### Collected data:
□ □ □ □ □ □ □

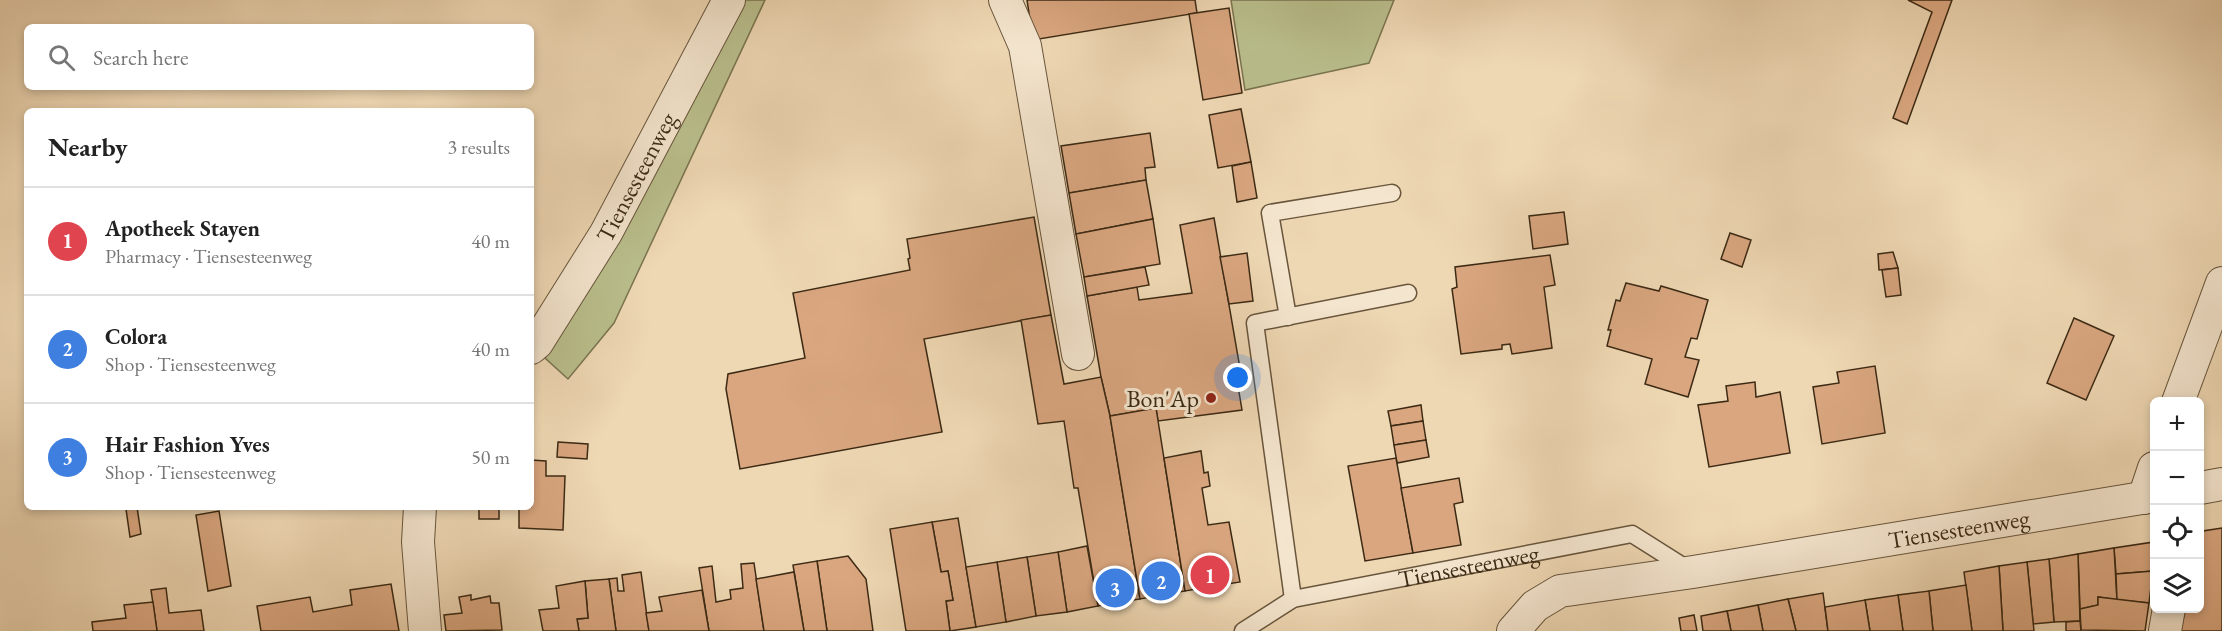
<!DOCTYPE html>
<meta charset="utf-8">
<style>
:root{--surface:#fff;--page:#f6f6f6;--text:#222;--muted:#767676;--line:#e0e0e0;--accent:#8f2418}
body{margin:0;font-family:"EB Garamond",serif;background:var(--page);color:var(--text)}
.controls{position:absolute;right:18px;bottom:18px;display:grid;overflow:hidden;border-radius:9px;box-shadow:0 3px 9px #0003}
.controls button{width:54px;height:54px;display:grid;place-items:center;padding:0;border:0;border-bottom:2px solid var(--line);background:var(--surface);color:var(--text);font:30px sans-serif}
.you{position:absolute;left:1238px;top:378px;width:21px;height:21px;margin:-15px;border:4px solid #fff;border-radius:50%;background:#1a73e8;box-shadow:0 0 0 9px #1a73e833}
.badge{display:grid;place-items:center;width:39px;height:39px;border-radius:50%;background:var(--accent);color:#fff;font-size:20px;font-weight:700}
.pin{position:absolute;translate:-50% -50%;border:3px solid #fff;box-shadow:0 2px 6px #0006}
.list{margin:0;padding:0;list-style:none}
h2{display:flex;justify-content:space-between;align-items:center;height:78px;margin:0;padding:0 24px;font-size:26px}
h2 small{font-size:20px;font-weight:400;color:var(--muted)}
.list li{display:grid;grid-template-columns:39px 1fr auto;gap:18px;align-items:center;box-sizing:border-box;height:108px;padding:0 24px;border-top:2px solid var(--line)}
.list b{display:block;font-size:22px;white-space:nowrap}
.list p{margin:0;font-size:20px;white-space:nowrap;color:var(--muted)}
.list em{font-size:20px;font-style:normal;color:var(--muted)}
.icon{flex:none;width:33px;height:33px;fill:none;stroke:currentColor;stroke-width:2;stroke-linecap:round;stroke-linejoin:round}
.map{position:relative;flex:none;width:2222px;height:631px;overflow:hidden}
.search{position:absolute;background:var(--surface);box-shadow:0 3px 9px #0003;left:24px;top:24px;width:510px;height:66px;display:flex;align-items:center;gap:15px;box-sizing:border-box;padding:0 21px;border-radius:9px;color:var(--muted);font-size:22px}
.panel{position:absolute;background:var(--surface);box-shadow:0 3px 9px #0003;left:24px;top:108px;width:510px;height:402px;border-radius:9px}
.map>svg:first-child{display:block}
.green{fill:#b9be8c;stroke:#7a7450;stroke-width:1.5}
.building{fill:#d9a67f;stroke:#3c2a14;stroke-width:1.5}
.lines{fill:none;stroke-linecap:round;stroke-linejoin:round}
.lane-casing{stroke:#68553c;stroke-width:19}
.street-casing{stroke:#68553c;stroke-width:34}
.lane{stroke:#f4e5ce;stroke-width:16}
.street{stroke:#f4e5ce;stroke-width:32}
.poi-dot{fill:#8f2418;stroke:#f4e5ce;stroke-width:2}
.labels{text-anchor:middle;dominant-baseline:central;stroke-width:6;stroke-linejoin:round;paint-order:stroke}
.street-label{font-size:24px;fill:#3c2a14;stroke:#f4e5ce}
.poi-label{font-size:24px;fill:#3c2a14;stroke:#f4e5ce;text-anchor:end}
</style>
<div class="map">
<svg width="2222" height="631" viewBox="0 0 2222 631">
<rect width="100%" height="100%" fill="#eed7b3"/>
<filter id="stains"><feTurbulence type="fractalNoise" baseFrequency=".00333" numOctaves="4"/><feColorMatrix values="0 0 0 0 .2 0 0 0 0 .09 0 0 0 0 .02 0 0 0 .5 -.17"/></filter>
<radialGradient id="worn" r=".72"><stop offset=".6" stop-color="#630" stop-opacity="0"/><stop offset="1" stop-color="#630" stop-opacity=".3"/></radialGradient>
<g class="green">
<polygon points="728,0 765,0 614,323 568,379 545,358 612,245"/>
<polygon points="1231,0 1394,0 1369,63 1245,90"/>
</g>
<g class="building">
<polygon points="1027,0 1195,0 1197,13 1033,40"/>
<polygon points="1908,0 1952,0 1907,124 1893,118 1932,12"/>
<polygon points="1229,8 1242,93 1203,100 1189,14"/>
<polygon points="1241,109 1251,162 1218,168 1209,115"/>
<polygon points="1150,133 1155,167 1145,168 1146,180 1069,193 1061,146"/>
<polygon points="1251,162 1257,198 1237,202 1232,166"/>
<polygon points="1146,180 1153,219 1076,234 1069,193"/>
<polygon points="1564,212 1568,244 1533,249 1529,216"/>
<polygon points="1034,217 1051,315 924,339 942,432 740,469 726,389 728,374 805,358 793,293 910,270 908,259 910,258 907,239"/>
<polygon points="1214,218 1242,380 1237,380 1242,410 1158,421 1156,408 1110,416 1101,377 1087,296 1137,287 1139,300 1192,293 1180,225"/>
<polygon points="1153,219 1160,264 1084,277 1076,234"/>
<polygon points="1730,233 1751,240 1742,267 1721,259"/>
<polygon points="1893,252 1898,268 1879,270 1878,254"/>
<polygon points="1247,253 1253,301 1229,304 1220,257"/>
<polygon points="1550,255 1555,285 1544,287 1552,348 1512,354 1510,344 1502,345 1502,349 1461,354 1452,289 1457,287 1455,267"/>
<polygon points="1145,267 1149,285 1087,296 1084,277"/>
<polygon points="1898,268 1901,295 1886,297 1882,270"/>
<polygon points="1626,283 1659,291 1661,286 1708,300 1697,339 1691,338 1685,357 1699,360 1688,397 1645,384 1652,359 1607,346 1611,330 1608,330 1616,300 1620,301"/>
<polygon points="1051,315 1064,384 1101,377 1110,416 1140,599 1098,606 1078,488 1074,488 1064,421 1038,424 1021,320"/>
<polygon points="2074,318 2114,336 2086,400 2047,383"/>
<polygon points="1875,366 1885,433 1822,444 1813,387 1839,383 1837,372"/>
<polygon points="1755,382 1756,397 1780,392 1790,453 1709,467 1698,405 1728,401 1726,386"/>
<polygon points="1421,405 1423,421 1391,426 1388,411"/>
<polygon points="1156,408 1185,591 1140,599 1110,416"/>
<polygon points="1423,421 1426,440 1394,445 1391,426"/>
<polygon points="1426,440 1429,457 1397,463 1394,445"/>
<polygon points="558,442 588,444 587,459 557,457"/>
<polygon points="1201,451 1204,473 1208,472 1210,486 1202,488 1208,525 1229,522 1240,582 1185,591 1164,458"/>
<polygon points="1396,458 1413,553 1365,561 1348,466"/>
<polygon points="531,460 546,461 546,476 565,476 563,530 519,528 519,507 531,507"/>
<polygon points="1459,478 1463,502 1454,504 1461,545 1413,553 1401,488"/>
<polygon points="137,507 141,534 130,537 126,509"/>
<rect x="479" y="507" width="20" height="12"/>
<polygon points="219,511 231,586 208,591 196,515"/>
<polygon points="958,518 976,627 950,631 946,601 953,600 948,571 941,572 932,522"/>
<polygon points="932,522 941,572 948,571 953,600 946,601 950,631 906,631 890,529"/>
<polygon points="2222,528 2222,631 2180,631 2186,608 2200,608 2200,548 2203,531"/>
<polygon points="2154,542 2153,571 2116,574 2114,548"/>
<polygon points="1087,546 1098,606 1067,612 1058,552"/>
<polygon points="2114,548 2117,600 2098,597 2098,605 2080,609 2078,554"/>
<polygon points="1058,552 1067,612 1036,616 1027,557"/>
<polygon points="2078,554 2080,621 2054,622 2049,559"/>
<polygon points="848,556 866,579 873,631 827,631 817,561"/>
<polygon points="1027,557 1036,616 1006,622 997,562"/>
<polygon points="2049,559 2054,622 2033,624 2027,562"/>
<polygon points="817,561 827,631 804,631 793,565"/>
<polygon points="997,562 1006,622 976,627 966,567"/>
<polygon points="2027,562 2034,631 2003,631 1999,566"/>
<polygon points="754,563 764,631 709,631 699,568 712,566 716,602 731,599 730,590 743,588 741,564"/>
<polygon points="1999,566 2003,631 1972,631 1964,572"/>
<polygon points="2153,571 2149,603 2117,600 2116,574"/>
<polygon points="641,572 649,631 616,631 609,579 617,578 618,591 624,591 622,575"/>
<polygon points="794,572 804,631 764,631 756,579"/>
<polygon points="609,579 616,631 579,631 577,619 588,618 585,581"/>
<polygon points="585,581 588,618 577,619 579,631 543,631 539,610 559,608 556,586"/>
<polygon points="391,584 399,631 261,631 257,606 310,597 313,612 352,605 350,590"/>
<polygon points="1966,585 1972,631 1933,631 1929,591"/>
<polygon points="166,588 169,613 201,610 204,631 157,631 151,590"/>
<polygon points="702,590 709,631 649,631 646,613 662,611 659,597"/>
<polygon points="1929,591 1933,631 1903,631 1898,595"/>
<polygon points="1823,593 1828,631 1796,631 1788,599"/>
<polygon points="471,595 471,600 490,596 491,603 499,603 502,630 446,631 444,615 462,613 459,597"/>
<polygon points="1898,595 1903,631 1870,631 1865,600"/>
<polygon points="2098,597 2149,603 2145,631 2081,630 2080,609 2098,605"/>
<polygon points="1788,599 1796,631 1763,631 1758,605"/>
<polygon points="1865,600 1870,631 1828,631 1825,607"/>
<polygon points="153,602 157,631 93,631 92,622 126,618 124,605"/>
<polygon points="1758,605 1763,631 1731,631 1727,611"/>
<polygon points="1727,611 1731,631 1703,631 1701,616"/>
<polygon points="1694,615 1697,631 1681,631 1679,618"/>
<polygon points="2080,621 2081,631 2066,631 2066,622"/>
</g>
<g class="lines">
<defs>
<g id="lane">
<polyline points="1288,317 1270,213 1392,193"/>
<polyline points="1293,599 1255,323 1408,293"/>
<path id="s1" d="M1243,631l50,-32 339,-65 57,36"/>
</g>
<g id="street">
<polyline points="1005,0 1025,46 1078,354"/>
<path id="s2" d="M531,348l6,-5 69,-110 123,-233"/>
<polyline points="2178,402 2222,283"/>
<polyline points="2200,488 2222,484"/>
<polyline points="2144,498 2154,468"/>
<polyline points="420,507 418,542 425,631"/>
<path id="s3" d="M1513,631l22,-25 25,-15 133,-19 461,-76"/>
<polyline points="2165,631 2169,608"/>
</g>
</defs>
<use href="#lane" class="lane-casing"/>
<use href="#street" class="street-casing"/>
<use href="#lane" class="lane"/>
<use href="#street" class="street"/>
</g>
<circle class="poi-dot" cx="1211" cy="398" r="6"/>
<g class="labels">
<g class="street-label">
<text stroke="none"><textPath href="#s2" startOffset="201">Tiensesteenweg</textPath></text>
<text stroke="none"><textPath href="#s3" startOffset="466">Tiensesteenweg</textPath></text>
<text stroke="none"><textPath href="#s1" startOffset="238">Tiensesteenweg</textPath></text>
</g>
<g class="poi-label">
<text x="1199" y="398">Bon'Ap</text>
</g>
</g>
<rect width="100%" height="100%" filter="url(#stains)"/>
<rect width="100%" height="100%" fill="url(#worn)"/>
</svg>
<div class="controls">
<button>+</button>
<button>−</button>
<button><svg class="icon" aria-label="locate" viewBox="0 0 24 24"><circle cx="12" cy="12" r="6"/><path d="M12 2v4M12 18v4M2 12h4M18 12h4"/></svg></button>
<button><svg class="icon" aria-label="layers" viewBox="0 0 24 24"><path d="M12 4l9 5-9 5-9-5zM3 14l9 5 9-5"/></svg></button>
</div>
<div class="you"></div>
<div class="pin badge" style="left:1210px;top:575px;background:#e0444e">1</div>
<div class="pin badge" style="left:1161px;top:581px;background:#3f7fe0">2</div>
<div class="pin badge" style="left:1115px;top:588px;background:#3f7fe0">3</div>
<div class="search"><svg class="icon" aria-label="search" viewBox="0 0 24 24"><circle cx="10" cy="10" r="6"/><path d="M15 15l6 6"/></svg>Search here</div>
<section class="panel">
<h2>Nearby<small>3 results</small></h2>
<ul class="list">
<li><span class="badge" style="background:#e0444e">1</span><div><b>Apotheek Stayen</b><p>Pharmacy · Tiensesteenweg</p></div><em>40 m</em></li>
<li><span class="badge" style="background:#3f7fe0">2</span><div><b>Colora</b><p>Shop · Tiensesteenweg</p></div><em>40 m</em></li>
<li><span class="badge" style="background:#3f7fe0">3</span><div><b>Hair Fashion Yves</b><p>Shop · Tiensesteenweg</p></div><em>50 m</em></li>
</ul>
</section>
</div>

□ □ □ □ □ □ □

### Work required:
Whenever "list" occurs in a line above, copy that line.

### Response below:
.list{margin:0;padding:0;list-style:none}
.list li{display:grid;grid-template-columns:39px 1fr auto;gap:18px;align-items:center;box-sizing:border-box;height:108px;padding:0 24px;border-top:2px solid var(--line)}
.list b{display:block;font-size:22px;white-space:nowrap}
.list p{margin:0;font-size:20px;white-space:nowrap;color:var(--muted)}
.list em{font-size:20px;font-style:normal;color:var(--muted)}
<ul class="list">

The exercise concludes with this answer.